Primer Amor por Froylán Turcios
Por Froylán Turcios
La virgen de los quince años, que nunca había amado, en una tarde escarlata interrogó al hombre taciturno sobre algunas cosas del alma. Le interrogó más bien con la mirada profunda que con los labios floridos.
–El amor es una embriaguez divina. Es la suprema angustia y la suprema delicia. Amar es sufrir, es sentir dentro del espíritu todas las tempestades y todas las alegrías. Es vivir una vida fantástica, impregnada de tristeza y de perfumes. Es soñar dulces cosas a la hora del crepúsculo y cosas extrañas en la callada medianoche. Es llevar constantemente en las pupilas la imagen de la mujer querida, y en el oído su voz, y en todo el ser la gloria de su encanto.
Ella le miraba sonriendo misteriosamente.
Él continuó:
–No sé lo que una mujer pueda pensar y sentir; pero me imagino que en ustedes las sensaciones son más sutiles y más hondas.

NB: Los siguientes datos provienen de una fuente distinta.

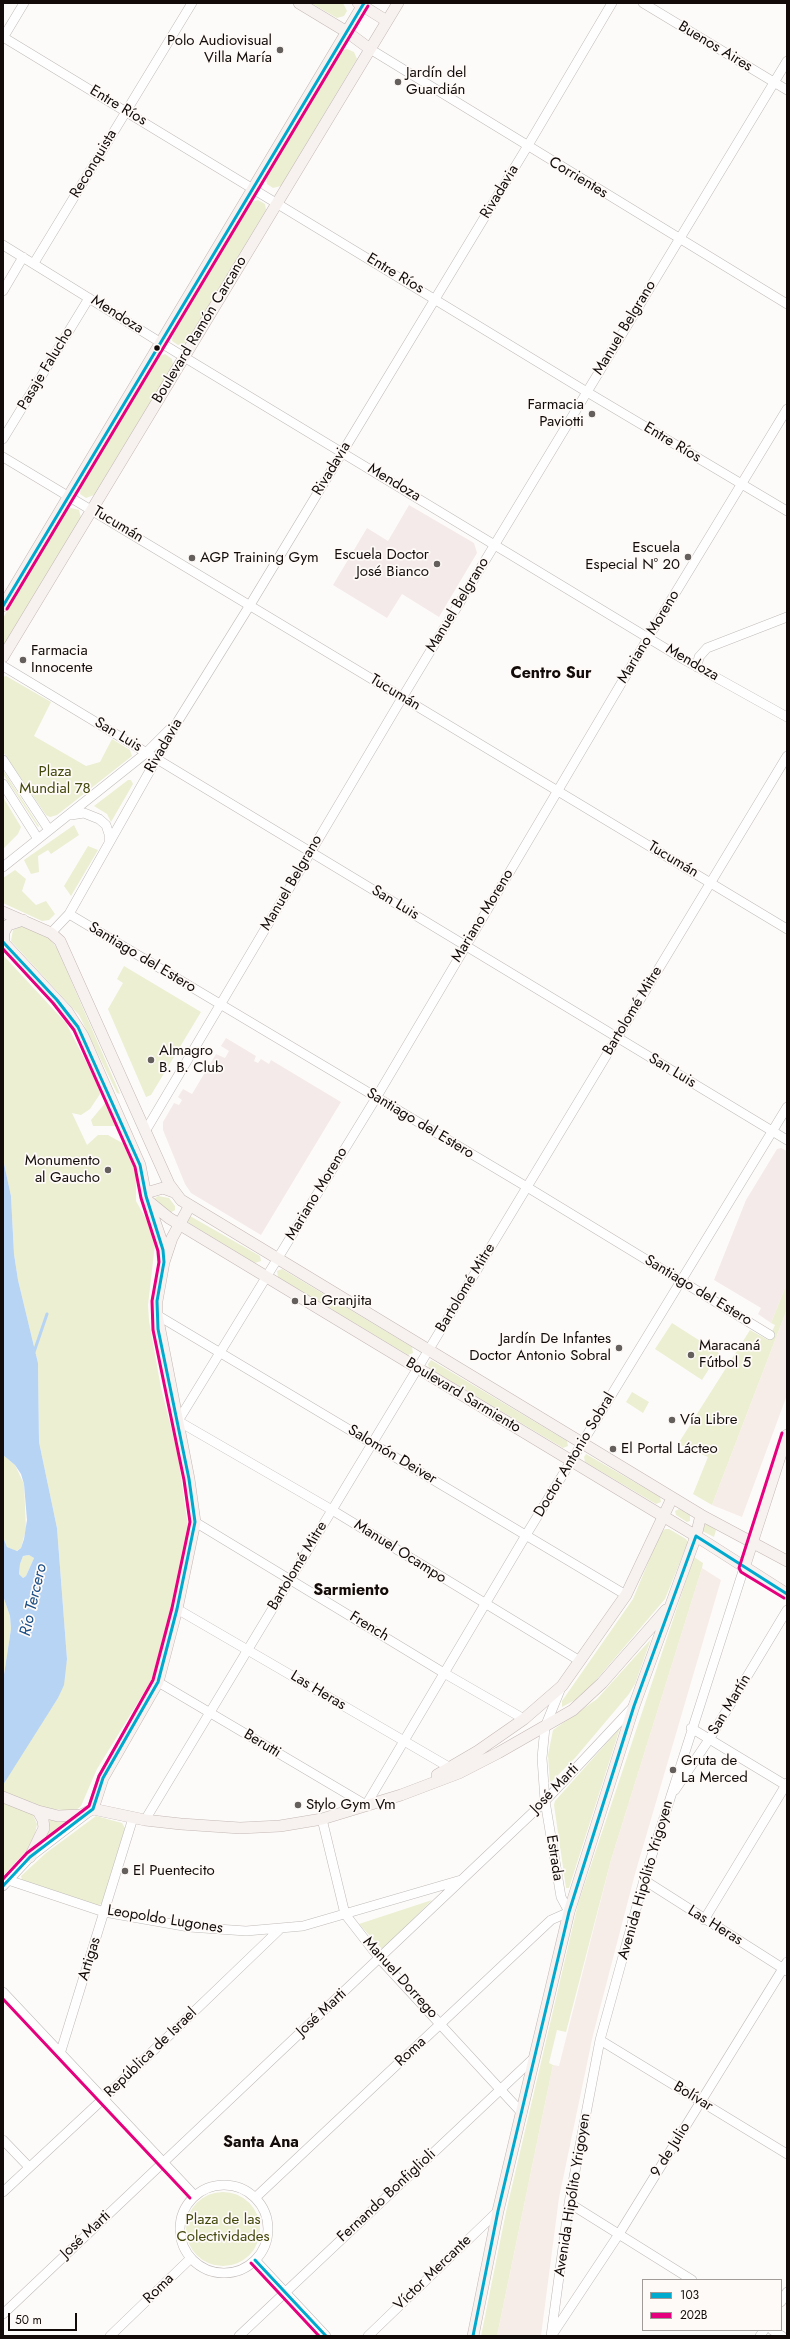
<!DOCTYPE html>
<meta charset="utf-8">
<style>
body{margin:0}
#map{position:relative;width:790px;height:2339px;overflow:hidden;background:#fdfbf9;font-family:Jost,sans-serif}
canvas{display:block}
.frame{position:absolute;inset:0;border:4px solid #120b09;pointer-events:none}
.legend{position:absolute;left:642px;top:2279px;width:140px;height:52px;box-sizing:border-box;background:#fefaf8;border:1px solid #a09a98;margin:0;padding:5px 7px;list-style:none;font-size:12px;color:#120b09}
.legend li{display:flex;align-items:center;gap:8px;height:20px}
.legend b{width:20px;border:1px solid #a09a98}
.scale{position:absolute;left:8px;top:2313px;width:69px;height:18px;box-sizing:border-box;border:2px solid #120b09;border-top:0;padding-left:5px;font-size:12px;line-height:14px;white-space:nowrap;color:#120b09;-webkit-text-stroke:3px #fefaf8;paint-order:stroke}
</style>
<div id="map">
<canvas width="790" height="2339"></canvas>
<div class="frame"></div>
<ul class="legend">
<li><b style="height:5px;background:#00a9ce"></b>103</li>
<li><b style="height:5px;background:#e5007d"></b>202B</li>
</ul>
<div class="scale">50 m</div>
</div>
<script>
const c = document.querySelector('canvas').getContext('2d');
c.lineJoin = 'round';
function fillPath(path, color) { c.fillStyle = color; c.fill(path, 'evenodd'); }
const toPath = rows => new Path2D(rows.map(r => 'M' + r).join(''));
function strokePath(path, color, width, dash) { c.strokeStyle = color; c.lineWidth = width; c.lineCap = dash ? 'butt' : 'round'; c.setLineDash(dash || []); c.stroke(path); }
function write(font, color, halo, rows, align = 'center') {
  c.font = font + ' Jost,sans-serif'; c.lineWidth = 3.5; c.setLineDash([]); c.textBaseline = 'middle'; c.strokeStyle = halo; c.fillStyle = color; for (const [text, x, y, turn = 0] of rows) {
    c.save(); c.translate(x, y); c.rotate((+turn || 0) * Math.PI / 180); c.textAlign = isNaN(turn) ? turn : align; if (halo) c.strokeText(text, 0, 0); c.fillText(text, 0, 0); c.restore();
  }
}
fillPath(toPath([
 [787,1309,787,1395,742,1517,712,1505],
 [702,1568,721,1580,635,1874,593,2035,559,2198,541,2336,497,2336,553,2065,559,2066,611,1860]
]), '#f7ede8');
fillPath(toPath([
 [409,505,474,543,477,553,439,617,402,594,387,618,333,585,367,528,388,541],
 [226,1038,256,1056,254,1061,258,1063,261,1059,269,1064,271,1060,341,1102,261,1235,191,1193,185,1184,163,1130,163,1122,174,1103,179,1105,182,1100,178,1097,183,1089,192,1094,216,1054,225,1058,229,1051,221,1046],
 [781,1148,787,1151,787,1283,771,1323,758,1314,761,1308,714,1280,746,1200,777,1149]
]), '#f4eaea');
fillPath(toPath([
 [311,3,343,3,347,11,344,16,337,18],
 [347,49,354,52,357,59,281,186,273,188,267,184,266,178,343,50],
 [258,200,265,204,266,210,186,343,178,345,172,341,173,334,252,202],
 [165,354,172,359,173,365,94,495,86,498,80,494,81,487,160,356],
 [71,508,79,510,81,518,3,646,3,618,67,510],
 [6,676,51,702,34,736,86,766,100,762,112,739,130,750,132,756,57,815,50,817,46,815,3,752,3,677],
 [3,770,39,826,38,827,3,774],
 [128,780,131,780,133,784,111,822,107,814,94,806],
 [3,797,21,827,18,834,3,849],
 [74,825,79,835,51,854,48,850,38,856,39,872,31,874,24,860],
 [88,846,98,850,71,896,64,886],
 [15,870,26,879,22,891,36,905,46,901,55,914,49,920,42,921,3,903,3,878],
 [22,926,48,937,57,948,120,1094,117,1093,79,1015,11,941,13,930],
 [3,955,66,1023,100,1089,100,1094,90,1109,81,1115,72,1113,87,1145,98,1135,108,1135,124,1144,130,1156,136,1175,136,1201,151,1228,155,1244,148,1305,149,1321,161,1388,178,1455,188,1527,173,1605,151,1681,97,1769,81,1806,75,1811,41,1808,32,1802,28,1803,3,1792,3,1785,15,1763,58,1698,67,1659,57,1528,39,1442,38,1363,18,1280,14,1254,11,1196,3,1159],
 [124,966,201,1012,151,1095,146,1097,108,1009,123,983,117,979],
 [106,1102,116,1126,93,1126,91,1120],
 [158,1196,169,1198,175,1206,175,1210,170,1213,154,1199],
 [190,1216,260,1256,261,1261,255,1263,189,1223,187,1220],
 [282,1269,412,1347,413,1353,408,1355,278,1277,277,1271],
 [787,1283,787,1309,712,1505,693,1494,708,1457,678,1444,750,1330,768,1340,775,1325,771,1323],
 [672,1323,719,1353,702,1380,655,1349],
 [431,1360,567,1441,568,1446,563,1448,429,1368,428,1364],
 [632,1392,649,1402,643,1413,626,1402],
 [586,1454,660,1497,661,1502,656,1504,585,1462,584,1457],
 [3,1455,15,1465,24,1484,26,1529,21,1548,16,1551,7,1547,3,1537],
 [679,1509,690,1515,690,1521,687,1522,676,1515,675,1511],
 [705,1523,716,1530,714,1537,702,1531],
 [665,1529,669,1529,686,1539,688,1542,665,1599,592,1685,577,1699,562,1707,562,1701,633,1599,660,1534],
 [29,1555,34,1558,26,1576,23,1578,19,1574,20,1564,23,1556],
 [694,1557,703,1563,702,1568,611,1860,566,2032,557,2030,549,2063,553,2065,497,2336,481,2336,506,2212,578,1904],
 [3,1596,10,1616,11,1629,3,1681],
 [651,1639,635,1684,629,1694,575,1758,550,1783,548,1755,553,1730,597,1699],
 [620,1728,569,1888,566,1888,554,1805,555,1801],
 [3,1800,32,1813,37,1824,35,1834,27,1850,3,1876],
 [96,1816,122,1823,125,1828,102,1903,98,1906,22,1880,21,1876,46,1853],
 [45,1817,68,1821,40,1845],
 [432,1900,383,1950,359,1924],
 '186 2229a37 37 0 1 1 74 0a37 37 0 1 1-74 0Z'
]), '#ecefd2');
fillPath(toPath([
 [3,1159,11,1196,14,1254,18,1280,38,1363,39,1442,57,1528,67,1659,64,1685,58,1698,3,1785,3,1681,11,1629,10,1616,3,1596,3,1537,7,1547,17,1551,21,1548,24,1539,27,1520,24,1484,21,1474,15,1465,3,1455],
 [29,1555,34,1558,26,1576,23,1578,19,1574,20,1564,23,1556]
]), '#b7d4f5');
strokePath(toPath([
 [34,1352,47,1314]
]), '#b7d4f5', 3);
const minor = toPath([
 [643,3,787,90],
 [3,37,587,392,787,511],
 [3,38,24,3],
 [370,49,787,304],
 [3,245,184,357,683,659,787,717],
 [34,263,192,3],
 [3,291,23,257],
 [3,439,89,298],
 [3,457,787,929],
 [3,666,787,1140],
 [697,667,699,657,707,648,787,617],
 [3,760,49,830],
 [3,784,38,839],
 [71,815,84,813,99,819,106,825,109,834,109,842],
 [3,867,146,753,170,729],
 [69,914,527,1187,770,1335],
 [51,933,69,914,178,721,250,605,527,147,612,3],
 [146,1130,402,698,787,61],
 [157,1315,626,1595],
 [195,1522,444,1673,524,1719],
 [177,1609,454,1770],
 [580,1661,332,1510,178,1421,376,1098,648,638,787,409],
 [158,1682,366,1805,526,1535,787,1107],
 [691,1728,787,1786],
 [675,1790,710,1738,787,1610],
 [322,1819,345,1914,380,1959,522,2113],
 [145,1820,787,756],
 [8,1880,104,1912,189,1927,246,1931,303,1926,461,1880],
 [644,1880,787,1971],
 [3,1886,30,1857,86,1814],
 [704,1920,787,1783],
 [3,1992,194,2195],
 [600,2040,787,2154],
 [60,2054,133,1818],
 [3,2140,29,2167],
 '180 2229a44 44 0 1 1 88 0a44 44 0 1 1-88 0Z',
 [3,2192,103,2099,280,1929],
 [255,2198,551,1920,569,1912,561,1897,545,1801,542,1758,545,1727,560,1690],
 [569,2203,692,2280],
 [255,2260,326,2336],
 [781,2302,787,2292],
 [3,2314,545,1801,634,1706],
 [772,2330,782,2336],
 [552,2335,619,2234,787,1962],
 [110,2336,191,2258],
 [239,2336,535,2057],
 [368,2336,498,2211],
 [551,2336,569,2203,600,2040,644,1880,744,1568],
 [760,2336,764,2330]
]);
const major = toPath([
 [299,3,347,32,370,49],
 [358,3,387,21],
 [3,606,364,3],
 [3,657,398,3],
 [3,912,51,933,60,941,169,1184,181,1200,701,1515,787,1561],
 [3,942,67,1011,83,1036,140,1165,146,1196,162,1242,163,1259],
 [4,942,4,932,8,925,23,920],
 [146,1193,163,1188,174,1192],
 [148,1201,169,1218,696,1536,787,1594],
 [744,1568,787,1435],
 [437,1775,478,1751,524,1719,562,1686,626,1595,672,1498],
 [3,1797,38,1811,58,1816,81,1815,93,1809],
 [93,1809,145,1820,181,1824,240,1828,280,1826,322,1819,401,1795,459,1773,498,1753,573,1710,602,1683,666,1610],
 [93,1809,103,1778,158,1682,177,1609,195,1522,189,1479,157,1315,157,1301,164,1262,172,1238,189,1207],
 [30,1857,44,1828,43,1820,38,1811],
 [473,2336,498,2211,569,1912,634,1706,696,1536,701,1515]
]);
strokePath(minor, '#bfbbb9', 10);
strokePath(major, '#c3b8b5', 12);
strokePath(minor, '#fffefe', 9);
strokePath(major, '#f7f2f0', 11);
strokePath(toPath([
 [3,606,364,3],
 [3,942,57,1000,78,1027,140,1165,146,1196,163,1250,164,1262,157,1301,158,1329,189,1479,195,1522,177,1609,158,1682,103,1778,93,1809,30,1857,3,1886],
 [255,2260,326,2336],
 [473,2336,498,2211,569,1912,634,1706,696,1536,787,1594]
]), '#00a9ce', 3);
strokePath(toPath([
 [7,609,368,6],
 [3,949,53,1003,74,1030,135,1167,141,1198,158,1251,159,1262,152,1301,153,1330,184,1480,190,1522,172,1608,153,1680,99,1776,89,1806,27,1853,3,1879],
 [782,1433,739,1568,741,1572,784,1598],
 [3,1999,190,2198],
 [251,2263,319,2336]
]), '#e5007d', 3);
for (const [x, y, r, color] of [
 [280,50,4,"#645f5d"],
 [398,82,4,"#645f5d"],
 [157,348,3.5,"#120b09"],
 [592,414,4,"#645f5d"],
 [688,557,4,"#645f5d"],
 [192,558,4,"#645f5d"],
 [437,564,4,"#645f5d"],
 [23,660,4,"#645f5d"],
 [151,1060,4,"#645f5d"],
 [108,1170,4,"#645f5d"],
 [295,1301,4,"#645f5d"],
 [619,1348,4,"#645f5d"],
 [691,1355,4,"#645f5d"],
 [672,1420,4,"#645f5d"],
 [613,1449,4,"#645f5d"],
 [673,1770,4,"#645f5d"],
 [298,1805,4,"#645f5d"],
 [125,1871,4,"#645f5d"]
]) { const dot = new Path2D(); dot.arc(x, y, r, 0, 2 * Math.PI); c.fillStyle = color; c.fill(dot); strokePath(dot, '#fefaf8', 1.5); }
write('15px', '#120b09', '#fefaf8', [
 ["Polo Audiovisual",272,41,"right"],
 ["Villa María",272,58,"right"],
 ["Jardín del",406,73],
 ["Guardián",406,90],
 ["Farmacia",584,405,"right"],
 ["Paviotti",584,422,"right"],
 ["Escuela",680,548,"right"],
 ["Especial Nº 20",680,565,"right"],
 ["Escuela Doctor",429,555,"right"],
 ["José Bianco",429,572,"right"],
 ["AGP Training Gym",200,558],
 ["Farmacia",31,651],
 ["Innocente",31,668],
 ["Almagro",159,1051],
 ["B. B. Club",159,1068],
 ["Monumento",100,1161,"right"],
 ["al Gaucho",100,1178,"right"],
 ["La Granjita",303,1301],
 ["Jardín De Infantes",611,1339,"right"],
 ["Doctor Antonio Sobral",611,1356,"right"],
 ["Maracaná",699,1346],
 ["Fútbol 5",699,1363],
 ["Vía Libre",680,1420],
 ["El Portal Lácteo",621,1449],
 ["Gruta de",681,1761],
 ["La Merced",681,1778],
 ["Stylo Gym Vm",306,1805],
 ["El Puentecito",133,1871]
], 'left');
write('15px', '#120b09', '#fefaf8', [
 ["Buenos Aires",715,47,31],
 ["Entre Ríos",118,106,31],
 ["Reconquista",94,164,-59],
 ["Corrientes",578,178,31],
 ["Rivadavia",500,192,-59],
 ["Entre Ríos",395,274,31],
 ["Mendoza",117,315,32],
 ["Manuel Belgrano",625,328,-59],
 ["Boulevard Ramón Carcano",200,330,-59],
 ["Pasaje Falucho",46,369,-59],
 ["Entre Ríos",672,443,31],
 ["Rivadavia",332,469,-59],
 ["Mendoza",394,483,31],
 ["Tucumán",118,525,31],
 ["Manuel Belgrano",458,605,-59],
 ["Mariano Moreno",649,637,-59],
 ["Mendoza",692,663,30],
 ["Tucumán",395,693,31],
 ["San Luis",118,735,31],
 ["Rivadavia",164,746,-60],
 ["Tucumán",673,860,31],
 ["Manuel Belgrano",292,883,-60],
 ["San Luis",395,903,31],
 ["Mariano Moreno",483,916,-59],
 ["Santiago del Estero",142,958,31],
 ["Bartolomé Mitre",633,1011,-59],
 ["San Luis",672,1071,31],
 ["Santiago del Estero",420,1124,31],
 ["Mariano Moreno",317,1194,-59],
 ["Bartolomé Mitre",466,1288,-59],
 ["Santiago del Estero",698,1291,31],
 ["Boulevard Sarmiento",463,1396,31],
 ["Salomón Deiver",392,1455,31],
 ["Doctor Antonio Sobral",575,1455,-59],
 ["Manuel Ocampo",400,1552,32],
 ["Bartolomé Mitre",298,1566,-59],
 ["French",369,1627,31],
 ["Las Heras",318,1691,31],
 ["San Martín",730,1705,-59],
 ["Berutti",262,1744,31],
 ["José Marti",555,1789,-46],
 ["Estrada",554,1858,81],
 ["Avenida Hipólito Yrigoyen",646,1880,-74],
 ["Leopoldo Lugones",165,1920,9],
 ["Las Heras",715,1926,32],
 ["Artigas",90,1959,-73],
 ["Manuel Dorrego",400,1978,48],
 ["José Marti",322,2013,-43],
 ["Roma",411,2052,-43],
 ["República de Israel",151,2053,-44],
 ["Bolívar",693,2097,31],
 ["9 de Julio",671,2150,-58],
 ["Avenida Hipólito Yrigoyen",573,2195,-81],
 ["Fernando Bonfiglioli",387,2196,-43],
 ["José Marti",86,2235,-43],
 ["Víctor Mercante",433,2273,-44],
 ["Roma",159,2289,-44]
]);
write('15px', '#42480b', '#fefaf8', [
 ["Plaza",55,772],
 ["Mundial 78",55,789],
 ["Plaza de las",223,2220],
 ["Colectividades",223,2237]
]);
write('bold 16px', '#120b09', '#fefaf8', [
 ["Centro Sur",551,674],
 ["Sarmiento",351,1591],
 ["Santa Ana",261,2143]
]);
write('italic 16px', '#1b4f86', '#fefaf8', [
 ["Río Tercero",34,1600,-77]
]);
</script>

–Habla usted de tristeza y de sufrimiento –exclamó ella–, y yo creía que en el amor no cabían esas palabras.
–Yo me he referido únicamente al amor sin esperanza –murmuró en voz baja el taciturno–. Al hablar de tristeza y de sufrimiento me he referido al amor sin esperanza. He dicho la emoción de amar; pero no la de sentirme amado.
–Usted, pues, ¿jamás ha sido amado?
–He sido amado locamente por mujeres blancas y tristes, por vírgenes morenas y ardientes. He sido amado por muchas criaturas seductoras. Las he sentido sollozar en mis brazos y jugar con mis cabellos y cubrirme de besos apasionados. Pero en el fondo de mi alma he permanecido impasible, frío ante sus caricias.
–Entonces –dijo la jovencita–, ¿no conoce usted el verdadero placer de sentirse amado? Porque si usted no amaba, no podía gozar con el amor de las otras…
–Sí, ciertamente, no he gozado con el amor de las otras.
–No conoce usted –dijo ella gravemente– el placer de ser amado. O quizá no habrá sentido el amor.
–No conozco ese placer. Es decir, conozco, ahora, el amor; pero no la felicidad de sentirme amado. Diera la vida por una hora de esa felicidad. Usted es la única en el mundo que pudiera dármela.
Ella no contestó.
Pero entre la llama violeta del crepúsculo, la vio temblar y ponerse pálida.